New government health insurance programs may affect participation in existing safety-net benefits that provide health insurance as a secondary aim. We examine whether the outside options for health insurance made available by the Affordable Care Act affected Social Security Disability Insurance (DI) application decisions. Using the universe of U.S. individual income tax records spanning 2007-2016, we first estimate the effect of Medicaid expansions using a state difference-in-differences identification strategy, but find small and statistically insignificant estimates. However, when we estimate the effect of being eligible for high vs. low Marketplace subsidies based on geography, we find some evidence consistent with subsidies increasing DI claiming among those with prior access to Employer Sponsored Insurance, and decreasing DI claiming otherwise. Overall, we find suggestive evidence that outside options for health insurance do matter, though magnitudes are small and results are statistically precise only for Marketplace coverage.

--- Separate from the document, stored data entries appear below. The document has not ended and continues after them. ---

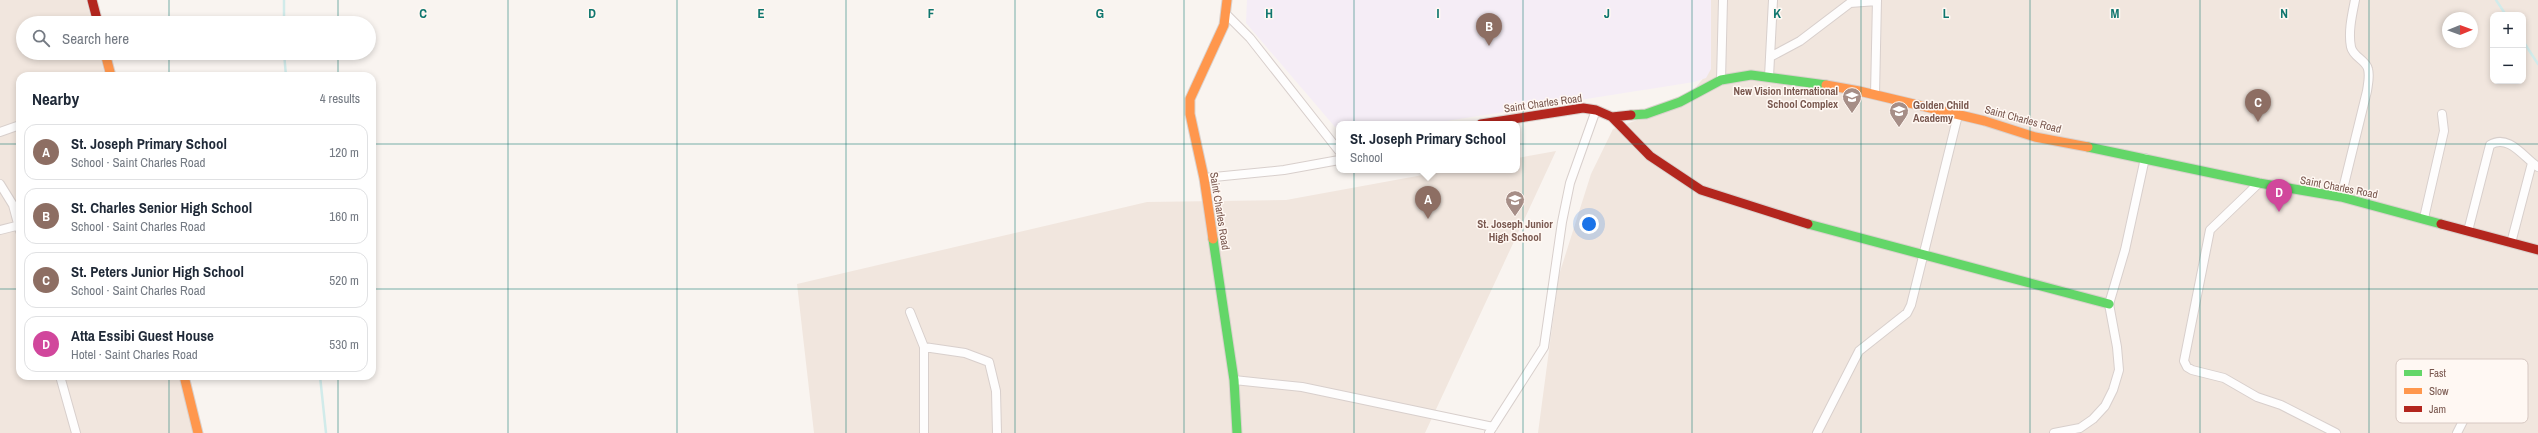 <!DOCTYPE html>
<meta charset="utf-8">
<style>
body{margin:0;font-family:"Archivo Narrow",sans-serif;background:#f2f2f3;color:#1f2937}
.controls{position:absolute;right:12px;top:12px;display:grid;overflow:hidden;border-radius:8px;box-shadow:0 2px 6px #0003}
.controls button{width:36px;height:36px;display:grid;place-items:center;padding:0;border:0;border-bottom:1px solid #e0e1e3;background:#fff;color:#1f2937;font:20px sans-serif}
.compass{position:absolute;left:2442px;top:12px;width:36px;height:36px;border-radius:50%;background:#fff;box-shadow:0 2px 6px #0003;rotate:89deg}
.you{position:absolute;left:1589px;top:224px;width:14px;height:14px;margin:-10px;border:3px solid #fff;border-radius:50%;background:#1a73e8;box-shadow:0 0 0 6px #1a73e833}
.badge{display:grid;place-items:center;width:26px;height:26px;border-radius:50%;background:#a68e87;color:#fff;font-size:13px;font-weight:700}
.pin{position:absolute;translate:-50% -33px;filter:drop-shadow(0 1px 2px #0008)}
.pin::after{content:'';position:absolute;top:21px;width:14px;height:12px;background:inherit;clip-path:polygon(0 0,100% 0,50% 100%)}
.popup{position:absolute;left:1336px;top:121px;width:184px;height:52px;box-sizing:border-box;display:grid;place-content:center;border-radius:8px;background:#fff;filter:drop-shadow(0 1px 3px #0005);font-size:13px;white-space:nowrap;color:#747a83}
.popup b{font-size:15px;color:#1f2937}
.popup::after{content:'';position:absolute;left:50%;top:100%;margin-left:-8px;border:8px solid transparent;border-top-color:#fff}
.list{margin:0;padding:0;list-style:none}
h2{display:flex;justify-content:space-between;align-items:center;height:52px;margin:0;padding:0 16px;font-size:17px}
h2 small{font-size:13px;font-weight:400;color:#747a83}
.list li{display:grid;grid-template-columns:26px 1fr auto;gap:12px;align-items:center;box-sizing:border-box;height:56px;margin:0 8px 8px;padding:0 8px;border:1px solid #e0e1e3;border-radius:12px}
.list b{display:block;font-size:15px;white-space:nowrap}
.list p{margin:0;font-size:13px;white-space:nowrap;color:#747a83}
.list em{font-size:13px;font-style:normal;color:#747a83}
.icon{flex:none;width:22px;height:22px;fill:none;stroke:currentColor;stroke-width:2;stroke-linecap:round;stroke-linejoin:round}
.map{position:relative;flex:none;width:2538px;height:433px;overflow:hidden}
.search{position:absolute;background:#fff;box-shadow:0 2px 6px #0003;left:16px;top:16px;width:360px;height:44px;display:flex;align-items:center;gap:10px;box-sizing:border-box;padding:0 14px;border-radius:22px;color:#747a83;font-size:15px}
.panel{position:absolute;background:#fff;box-shadow:0 2px 6px #0003;left:16px;top:72px;width:360px;height:308px;border-radius:12px}
.map>svg:first-child{display:block}
.residential{fill:#f1e6de;fill-rule:evenodd}
.education{fill:#f5edf6}
.lines{fill:none;stroke-linecap:round;stroke-linejoin:round}
.stream{stroke:#d1ebea;stroke-width:2.5}
.street-casing{stroke:#d8cfcc;stroke-width:10}
.fast-casing{stroke:#dad1cd;stroke-width:11}
.slow-casing{stroke:#dad1cd;stroke-width:11}
.jam-casing{stroke:#dad1cd;stroke-width:11}
.street{stroke:#fefdfd;stroke-width:8}
.fast{stroke:#63d668;stroke-width:9}
.slow{stroke:#ff974d;stroke-width:9}
.jam{stroke:#b3261e;stroke-width:9}
.grid{fill:none;stroke:#0f766e;stroke-width:1;stroke-opacity:0.55}
.labels{text-anchor:middle;dominant-baseline:central;stroke-width:3;stroke-linejoin:round;paint-order:stroke}
.poi-label{font-size:11px;font-weight:bold;fill:#79574e;stroke:#fff8f3;text-anchor:end}
.street-label{font-size:11px;fill:#79574e;stroke:#fff8f3}
.key{fill:#fff8f3;stroke:#d7c8c2;stroke-width:1}
.key-label{font-size:11px;fill:#79574e}
.grid-label{font-size:13px;text-anchor:middle;font-weight:bold;fill:#0f766e;stroke:#fff8f3;stroke-width:3;stroke-linejoin:round;paint-order:stroke}
</style>
<div class="map">
<svg width="2538" height="433" viewBox="0 0 2538 433">
<rect width="100%" height="100%" fill="#f9f4f0"/>
<path class="residential" d="M 0,0 L 86,0 L 92,23 L 23,23 L 23,53 L 99,53 L 105,76 L 20,76 L 20,376 L 181,376 L 196,433 L 0,433 Z
M 1711,0 L 2538,0 L 2538,433 L 1538,433 L 1559,275 L 1591,174 L 1613,129 L 1683,103 L 1710,70 ZM 2493,15 L 2523,15 L 2523,81 L 2493,81 ZM 2448,18 L 2472,18 L 2472,42 L 2448,42 Z
M 1556,151 L 1425,433 L 814,433 L 797,284 L 1147,202 L 1286,200 L 1450,170 L 1517,170 L 1517,158 Z"/>
<path class="education" d="M 1247,0 L 1711,0 L 1711,69 L 1706,78 L 1694,82 L 1427,124 L 1339,124 L 1339,127 L 1335,127 L 1246,23 Z"/>
<g class="lines">
<path class="stream" d="M 2496,0 L 2506,15
M 284,23 L 284,0
M 2523,41 L 2538,64
M 284,53 L 286,76
M 320,376 L 326,433"/>
<g class="street-casing">
<path id="street" d="M 1226,14 L 1250,38 L 1339,151
M 1770,57 L 1773,0
M 1769,77 L 1770,57 L 1800,41 L 1850,3 L 1877,1
M 1721,80 L 1723,0
M 1875,95 L 1877,0
M 0,132 L 20,125
M 1204,178 L 1284,170 L 1339,160
M 2259,183 L 2210,230 L 2184,361 L 2187,367 L 2192,370 L 2224,378 L 2257,397 L 2281,405 L 2336,433
M 0,184 L 13,205 L 20,231
M 2341,197 L 2367,91 C 2368,84 2370,76 2368,69 C 2366,60 2353,57 2351,47 C 2348,32 2352,15 2355,0
M 2424,218 L 2444,131 L 2442,114
M 0,230 L 20,225
M 2468,231 L 2490,145 C 2509,133 2525,159 2538,167
M 2511,243 L 2532,163
M 910,312 L 924,347 L 924,433
M 924,347 L 965,353 L 989,362 L 996,391 L 997,433
M 60,376 L 76,433
M 1234,380 L 1302,387 L 1493,427
M 1489,433 L 1544,347 L 1562,222 L 1570,183 L 1596,110
M 1817,433 L 1859,351 L 1907,313 L 1911,305 L 1958,115
M 2054,433 L 2080,428 L 2093,419 L 2105,406 L 2113,390 L 2119,370 L 2117,347 L 2109,304 L 2125,250 L 2145,158
M 2457,433 L 2491,366"/>
</g>
<g class="fast-casing">
<path id="fast" d="M 1631,115 L 1646,114 L 1680,102 L 1721,80 L 1751,75 L 1826,85
M 2088,147 L 2259,183 L 2341,197 L 2441,224
M 1808,224 L 2109,304
M 1213,239 L 1234,380 L 1237,433"/>
</g>
<g class="slow-casing">
<path id="slow" d="M 105,53 L 111,76
M 1826,85 L 1859,91 L 1985,121 L 2035,137 L 2088,147
M 1213,239 L 1204,178 L 1190,114 L 1190,99 L 1224,25 L 1227,0
M 184,376 L 198,433"/>
</g>
<g class="jam-casing">
<path id="jam" d="M 92,0 L 98,23
M 1612,117 L 1650,156 L 1701,190 L 1808,224
M 1481,124 L 1583,108 L 1596,110 L 1612,117 L 1631,115
M 2441,224 L 2538,250"/>
</g>
<use href="#street" class="street"/>
<use href="#fast" class="fast"/>
<use href="#slow" class="slow"/>
<use href="#jam" class="jam"/>
</g>
<path class="grid" d="M 169,0 L 169,23M 338,0 L 338,23M 508,0 L 508,433M 677,0 L 677,433M 846,0 L 846,433M 1015,0 L 1015,433M 1184,0 L 1184,433M 1354,0 L 1354,433M 1523,0 L 1523,433M 1692,0 L 1692,433M 1861,0 L 1861,433M 2030,0 L 2030,433M 2200,0 L 2200,433M 2369,0 L 2369,433M 169,53 L 169,76M 338,53 L 338,76M 0,144 L 20,144M 372,144 L 2538,144M 0,289 L 20,289M 372,289 L 2538,289M 169,376 L 169,433M 338,376 L 338,433"/>
<defs>
<g id="school-pin" transform="scale(1)"><path d="M0 17L-7.5 6A9.5 9.5 0 1 1 7.5 6Z" fill="#a68e87" stroke="#fff8f3"/><path d="M0-5L7-2L0 1L-7-2ZM-4 1L0 2.5L4 1V4Q0 6-4 4Z" fill="#fff"/></g>
</defs>
<g fill-rule="evenodd">
<use href="#school-pin" x="1852" y="97"/>
<use href="#school-pin" x="1899" y="111"/>
<use href="#school-pin" x="1515" y="200"/>
</g>
<g class="labels">
<g class="poi-label">
<text x="1838" y="91">New Vision International<tspan x="1838" dy="13">School Complex</tspan></text>
<text x="1913" y="105" text-anchor="start">Golden Child<tspan x="1913" dy="13">Academy</tspan></text>
<text x="1515" y="224" text-anchor="middle">St. Joseph Junior<tspan x="1515" dy="13">High School</tspan></text>
</g>
<g class="street-label">
<text transform="translate(1543 103) rotate(-8)">Saint Charles Road</text>
<text transform="translate(2023 119) rotate(15)">Saint Charles Road</text>
<text transform="translate(2339 187) rotate(11)">Saint Charles Road</text>
<text transform="translate(1220 211) rotate(81)">Saint Charles Road</text>
</g>
</g>
<rect x="2396" y="359" width="132" height="64" rx="6" class="key"/>
<rect x="2404" y="370" width="18" height="6" fill="#63d668"/>
<rect x="2404" y="388" width="18" height="6" fill="#ff974d"/>
<rect x="2404" y="406" width="18" height="6" fill="#b3261e"/>
<g class="key-label">
<text x="2429" y="377">Fast</text>
<text x="2429" y="395">Slow</text>
<text x="2429" y="413">Jam</text>
</g>
<g class="grid-label">
<text x="423" y="18">C</text>
<text x="592" y="18">D</text>
<text x="761" y="18">E</text>
<text x="931" y="18">F</text>
<text x="1100" y="18">G</text>
<text x="1269" y="18">H</text>
<text x="1438" y="18">I</text>
<text x="1607" y="18">J</text>
<text x="1777" y="18">K</text>
<text x="1946" y="18">L</text>
<text x="2115" y="18">M</text>
<text x="2284" y="18">N</text>
</g>
</svg>
<div class="controls">
<button>+</button>
<button>−</button>
</div>
<svg class="compass" viewBox="-18 -18 36 36"><path d="M0-13l5 13h-10z" fill="#e53935"/><path d="M0 13l5-13h-10z" fill="#747a83"/></svg>
<div class="you"></div>
<div class="pin badge" style="left:1428px;top:219px;background:#8d6e63">A</div>
<div class="popup"><b>St. Joseph Primary School</b>School</div>
<div class="pin badge" style="left:1489px;top:46px;background:#8d6e63">B</div>
<div class="pin badge" style="left:2258px;top:122px;background:#8d6e63">C</div>
<div class="pin badge" style="left:2279px;top:212px;background:#d1479c">D</div>
<div class="search"><svg class="icon" aria-label="search" viewBox="0 0 24 24"><circle cx="10" cy="10" r="6"/><path d="M15 15l6 6"/></svg>Search here</div>
<section class="panel">
<h2>Nearby<small>4 results</small></h2>
<ul class="list">
<li><span class="badge" style="background:#8d6e63">A</span><div><b>St. Joseph Primary School</b><p>School · Saint Charles Road</p></div><em>120 m</em></li>
<li><span class="badge" style="background:#8d6e63">B</span><div><b>St. Charles Senior High School</b><p>School · Saint Charles Road</p></div><em>160 m</em></li>
<li><span class="badge" style="background:#8d6e63">C</span><div><b>St. Peters Junior High School</b><p>School · Saint Charles Road</p></div><em>520 m</em></li>
<li><span class="badge" style="background:#d1479c">D</span><div><b>Atta Essibi Guest House</b><p>Hotel · Saint Charles Road</p></div><em>530 m</em></li>
</ul>
</section>
</div>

How does losing health insurance affect disability claims? Evidence from the Affordable Care Act's dependent care mandate
Michael Levere, Heinrich Hock & Nancy Early
Health Economics, forthcoming


We estimate the impacts of losing access to parental health insurance on Supplemental Security Income (SSI) participation, focusing on the age‐26 limit for dependent coverage. We analyze the age pattern of SSI claims to develop counterfactual predictions that assume no change in access to insurance. Relative to this prediction, we find a 3.4% spike in SSI applications in the months immediately surrounding the 26th birthday, along with a slightly smaller increase in awards. These claims are primarily motivated by losing coverage; there might be more direct ways to address unmet insurance needs without also increasing reliance on cash payments.

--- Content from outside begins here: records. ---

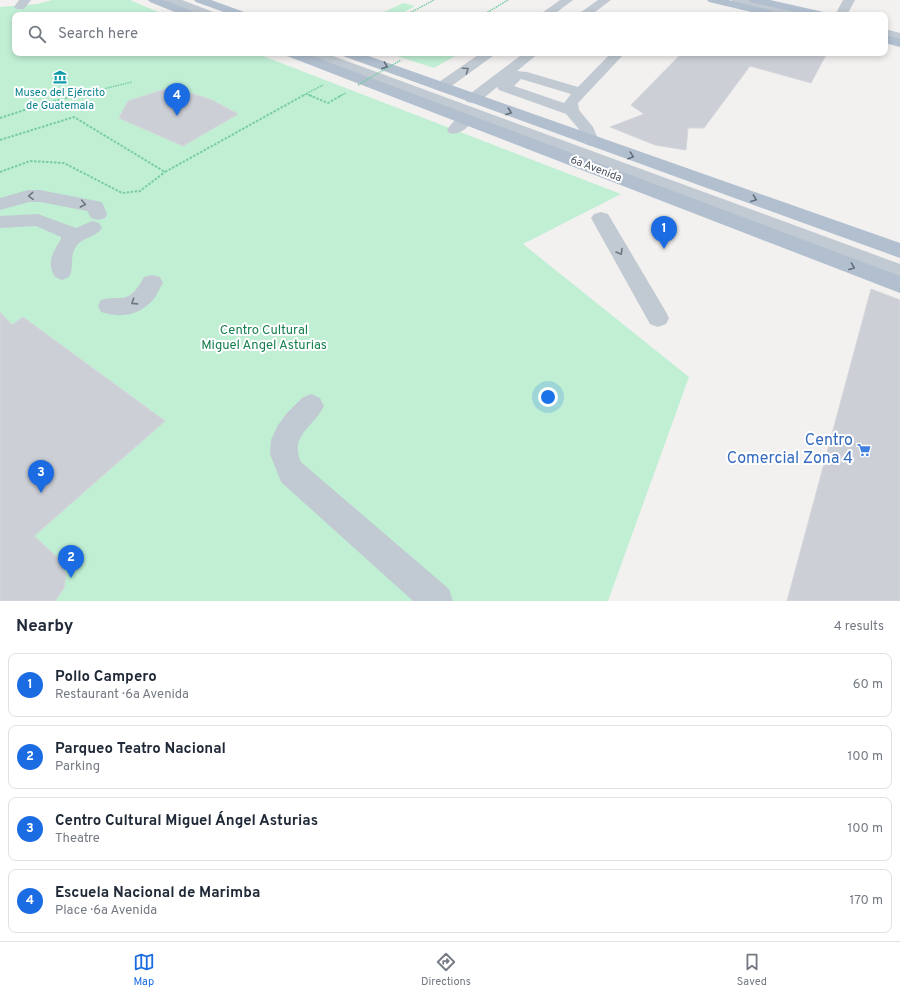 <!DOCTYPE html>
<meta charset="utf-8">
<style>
body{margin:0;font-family:Overpass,sans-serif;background:#f2f2f3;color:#1f2937}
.you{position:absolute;left:548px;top:397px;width:14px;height:14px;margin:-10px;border:3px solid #fff;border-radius:50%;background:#1a73e8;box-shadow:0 0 0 6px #1a73e833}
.badge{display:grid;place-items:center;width:26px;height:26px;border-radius:50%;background:#1b6ce2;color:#fff;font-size:13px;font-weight:700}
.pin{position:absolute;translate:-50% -33px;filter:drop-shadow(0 1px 2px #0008)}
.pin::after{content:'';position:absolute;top:21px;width:14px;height:12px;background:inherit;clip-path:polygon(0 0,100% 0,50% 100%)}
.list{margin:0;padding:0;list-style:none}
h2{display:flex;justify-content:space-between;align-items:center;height:52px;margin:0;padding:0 16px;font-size:17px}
h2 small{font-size:13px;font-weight:400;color:#747a83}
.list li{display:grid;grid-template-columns:26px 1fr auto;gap:12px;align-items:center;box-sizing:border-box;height:64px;margin:0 8px 8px;padding:0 8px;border:1px solid #e0e1e3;border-radius:8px}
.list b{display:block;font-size:15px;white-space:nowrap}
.list p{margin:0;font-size:13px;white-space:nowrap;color:#747a83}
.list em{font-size:13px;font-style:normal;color:#747a83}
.icon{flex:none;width:22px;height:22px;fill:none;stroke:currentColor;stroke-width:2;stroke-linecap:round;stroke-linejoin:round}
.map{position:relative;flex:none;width:900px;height:601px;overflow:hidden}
.search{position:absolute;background:#fff;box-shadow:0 2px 6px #0003;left:12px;right:12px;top:12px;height:44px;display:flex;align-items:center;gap:10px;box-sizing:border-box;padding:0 14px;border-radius:8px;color:#747a83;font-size:15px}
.sheet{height:340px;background:#fff}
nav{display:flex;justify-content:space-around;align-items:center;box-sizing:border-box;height:56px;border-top:1px solid #e0e1e3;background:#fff;font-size:11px;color:#747a83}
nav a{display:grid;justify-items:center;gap:2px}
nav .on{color:#1b6ce2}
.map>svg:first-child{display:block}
.green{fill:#c0efd4}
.building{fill:#cccfd6;stroke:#d5d6dc}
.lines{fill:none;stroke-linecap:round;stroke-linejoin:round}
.path-far1{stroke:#78cda6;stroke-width:1.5;stroke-dasharray:1.5 1;stroke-linecap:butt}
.path{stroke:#78cda6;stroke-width:2;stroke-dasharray:2.5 1.5;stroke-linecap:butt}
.minor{fill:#c1cad2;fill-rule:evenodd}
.major{fill:#b1bfcf;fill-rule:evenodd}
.path-bridge{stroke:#78cda6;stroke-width:1.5;stroke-dasharray:1.5 1;stroke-linecap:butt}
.oneway{stroke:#626e7a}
.oneway2{stroke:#6c7781}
.labels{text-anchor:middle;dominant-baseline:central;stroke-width:4;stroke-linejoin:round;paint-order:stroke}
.far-culture-label{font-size:11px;fill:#0d838f;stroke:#fff}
.far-street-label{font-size:11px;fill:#48535e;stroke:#fff}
.park-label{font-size:13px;fill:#18804f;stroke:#fff}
.near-shop-label{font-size:16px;fill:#366cbe;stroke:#fff;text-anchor:end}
</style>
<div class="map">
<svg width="900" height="601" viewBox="0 0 900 601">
<rect width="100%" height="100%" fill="#f3f1f0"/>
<!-- green -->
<path class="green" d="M52 0H130L165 15H15V53H255L621 194 523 244 689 377 608 601H0V7L37 4Z
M403 3 415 6 399 15H378Z
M388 53H457L459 54 434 68Z"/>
<!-- building -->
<path class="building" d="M682 53H827L811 83 750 66 704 128H688L686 150 655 145 610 127 644 114 631 105Z
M172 87 212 100 238 114 183 146 119 118 128 101Z
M871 289 900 300V601H787Z
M0 312 12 325 23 317 165 421 34 536 58 558 66 575 64 588 55 601H0Z"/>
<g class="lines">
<!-- path-far1 -->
<path class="path-far1" d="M488 12 497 15
M261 13 268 15
M406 15 434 0
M483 15 508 0
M306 94 312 96
M74 96 132 82
M302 96 323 85
M340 96 346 93"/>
<!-- path -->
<path class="path" d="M309 95 328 103 342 95
M0 118 43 104 78 95
M0 140 74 117 165 172 304 95
M0 172 30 161 64 163 122 193 140 191 165 172"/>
<!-- minor -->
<path class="minor" d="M19 0H31L24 9H16L14 7Z
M165 0H182L216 13 218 15H201L167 2Z
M560 0H573L553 15H539Z
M598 0H611L591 15H577Z
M731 0H752L808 13 810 15H788L733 2Z
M843 0H855L847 15H835Z
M885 29 900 33V41L885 37Z
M306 53H325L900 264V280L472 118C471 127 459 136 449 133L447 130C451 124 457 116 464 115L308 56Z
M481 53H497L446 90 441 91 436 90 434 87 436 84Z
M524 53H539L517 71 527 72 578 87 611 53H625L578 103 579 110 593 127 599 141 597 144 591 146 585 144 578 128 566 114 499 90 497 87C488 94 479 105 467 102L465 99 467 96ZM521 79 571 94 564 103 514 86Z
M28 190H40L102 202 107 214 105 218 98 220 91 218 87 211 40 202H29L0 210V198Z
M601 212 608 214 666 312 669 318 666 324 658 327 650 324 591 218 594 214Z
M38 214 76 228 92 221 99 223 102 228C96 237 85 237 78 244 68 255 75 268 69 277L62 280 55 277C46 263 53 252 61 239V237L36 226 0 228V216Z
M152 275 160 277 163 283C159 289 156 298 151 302 137 316 119 318 101 312L98 306 101 300C108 298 113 298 121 298 132 298 139 286 144 277Z
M311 394 320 398 324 406C314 427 289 435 301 462L449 589 453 601H413L281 482 270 454 271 440 278 425 287 413 302 398Z"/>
<!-- major -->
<path class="major" d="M148 0H164L197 13 199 15H182L150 2Z
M194 0H211L247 13 249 15H232L196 2Z
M707 0H728L774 11 776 13 774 15H764L709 2Z
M748 0H770L828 13 830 15H808L750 2Z
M885 35 900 39V47L885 43Z
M285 53H304L900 276V293L287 56Z
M341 53H360L900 243V258L343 56Z"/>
<!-- path-bridge -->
<path class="path-bridge" d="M358 85 401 60"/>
</g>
<!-- one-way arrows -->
<defs><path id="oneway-chevron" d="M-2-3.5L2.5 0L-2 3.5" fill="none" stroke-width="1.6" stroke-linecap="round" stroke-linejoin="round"/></defs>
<g class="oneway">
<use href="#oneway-chevron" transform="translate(385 66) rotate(20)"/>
<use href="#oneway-chevron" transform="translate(509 112) rotate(20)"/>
<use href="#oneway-chevron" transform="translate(631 156) rotate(19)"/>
<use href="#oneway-chevron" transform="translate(754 199) rotate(20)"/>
<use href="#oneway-chevron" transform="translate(852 267) rotate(21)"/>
</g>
<g class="oneway2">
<use href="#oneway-chevron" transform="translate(466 70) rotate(-35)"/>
<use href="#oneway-chevron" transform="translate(31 196) rotate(176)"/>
<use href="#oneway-chevron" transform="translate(83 204) rotate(11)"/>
<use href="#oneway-chevron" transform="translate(620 252) rotate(60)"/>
<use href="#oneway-chevron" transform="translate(134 302) rotate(147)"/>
</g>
<!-- icons -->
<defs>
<g id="museum-bare" transform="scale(1.08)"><path d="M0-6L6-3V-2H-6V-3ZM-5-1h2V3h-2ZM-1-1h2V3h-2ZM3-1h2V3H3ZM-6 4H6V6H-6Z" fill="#0f9aa8" stroke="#fff" stroke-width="2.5" paint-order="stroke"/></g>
<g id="supermarket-bare" transform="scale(1.08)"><path d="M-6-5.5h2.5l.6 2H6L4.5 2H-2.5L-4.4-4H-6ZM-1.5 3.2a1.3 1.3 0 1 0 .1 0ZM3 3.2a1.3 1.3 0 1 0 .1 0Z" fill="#3f7fe0" stroke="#fff" stroke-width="2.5" paint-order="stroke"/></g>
</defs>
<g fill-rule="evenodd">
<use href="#museum-bare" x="60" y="77"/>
<use href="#supermarket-bare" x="864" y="450"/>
</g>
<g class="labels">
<!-- far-culture labels -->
<g class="far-culture-label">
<text x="60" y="93">Museo del Ejército<tspan x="60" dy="13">de Guatemala</tspan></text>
</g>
<!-- far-street labels -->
<g class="far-street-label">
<text transform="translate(596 169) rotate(21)">6a Avenida</text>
</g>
<!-- park labels -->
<g class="park-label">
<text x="264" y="331">Centro Cultural<tspan x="264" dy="15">Miguel Angel Asturias</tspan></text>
</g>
<!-- near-shop labels -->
<g class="near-shop-label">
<text x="853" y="441">Centro<tspan x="853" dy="18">Comercial Zona 4</tspan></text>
</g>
</g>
</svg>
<div class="you"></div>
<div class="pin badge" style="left:664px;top:249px">1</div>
<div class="pin badge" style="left:71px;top:578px">2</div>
<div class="pin badge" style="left:41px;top:493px">3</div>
<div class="pin badge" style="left:177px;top:116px">4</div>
<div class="search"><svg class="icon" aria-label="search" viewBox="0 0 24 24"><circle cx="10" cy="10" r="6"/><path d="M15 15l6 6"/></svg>Search here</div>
</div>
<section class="sheet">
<h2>Nearby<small>4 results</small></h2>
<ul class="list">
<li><span class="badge">1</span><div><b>Pollo Campero</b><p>Restaurant · 6a Avenida</p></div><em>60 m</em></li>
<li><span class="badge">2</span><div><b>Parqueo Teatro Nacional</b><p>Parking</p></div><em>100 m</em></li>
<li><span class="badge">3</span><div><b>Centro Cultural Miguel Ángel Asturias</b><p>Theatre</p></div><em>100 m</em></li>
<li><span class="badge">4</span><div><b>Escuela Nacional de Marimba</b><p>Place · 6a Avenida</p></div><em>170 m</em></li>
</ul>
</section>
<nav>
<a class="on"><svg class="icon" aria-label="map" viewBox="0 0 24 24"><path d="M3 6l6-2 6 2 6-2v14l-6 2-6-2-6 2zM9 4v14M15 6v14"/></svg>Map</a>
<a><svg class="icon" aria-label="directions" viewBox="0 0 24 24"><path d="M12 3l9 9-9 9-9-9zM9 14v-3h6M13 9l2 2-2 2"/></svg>Directions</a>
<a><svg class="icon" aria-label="saved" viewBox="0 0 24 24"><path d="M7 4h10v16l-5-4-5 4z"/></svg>Saved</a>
</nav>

An Employer-Provider Direct Payment Program Is Associated With Lower Episode Costs
Christopher Whaley et al.
Health Affairs, March 2021, Pages 445-452


Bundled payment has shown promise in reducing medical spending while maintaining quality. However, its impact among commercially insured populations has not been well studied. We examined the impacts on episode cost and patient cost sharing of a program that applies bundled payments for orthopedic and surgical procedures in a commercially insured population. The program we studied negotiates preferred prices for selected providers that cover the procedure and all related care within a thirty-day period after the procedure and waives cost sharing for patients who receive care from these providers. After implementation, episode prices for three selected surgical procedures declined by $4,229, a 10.7 percent relative reduction. Employers captured approximately 85 percent of the savings, or $3,582 per episode (a 9.5 percent relative decrease), and patient cost-sharing payments decreased by $498 per episode (a 27.7 percent relative decrease).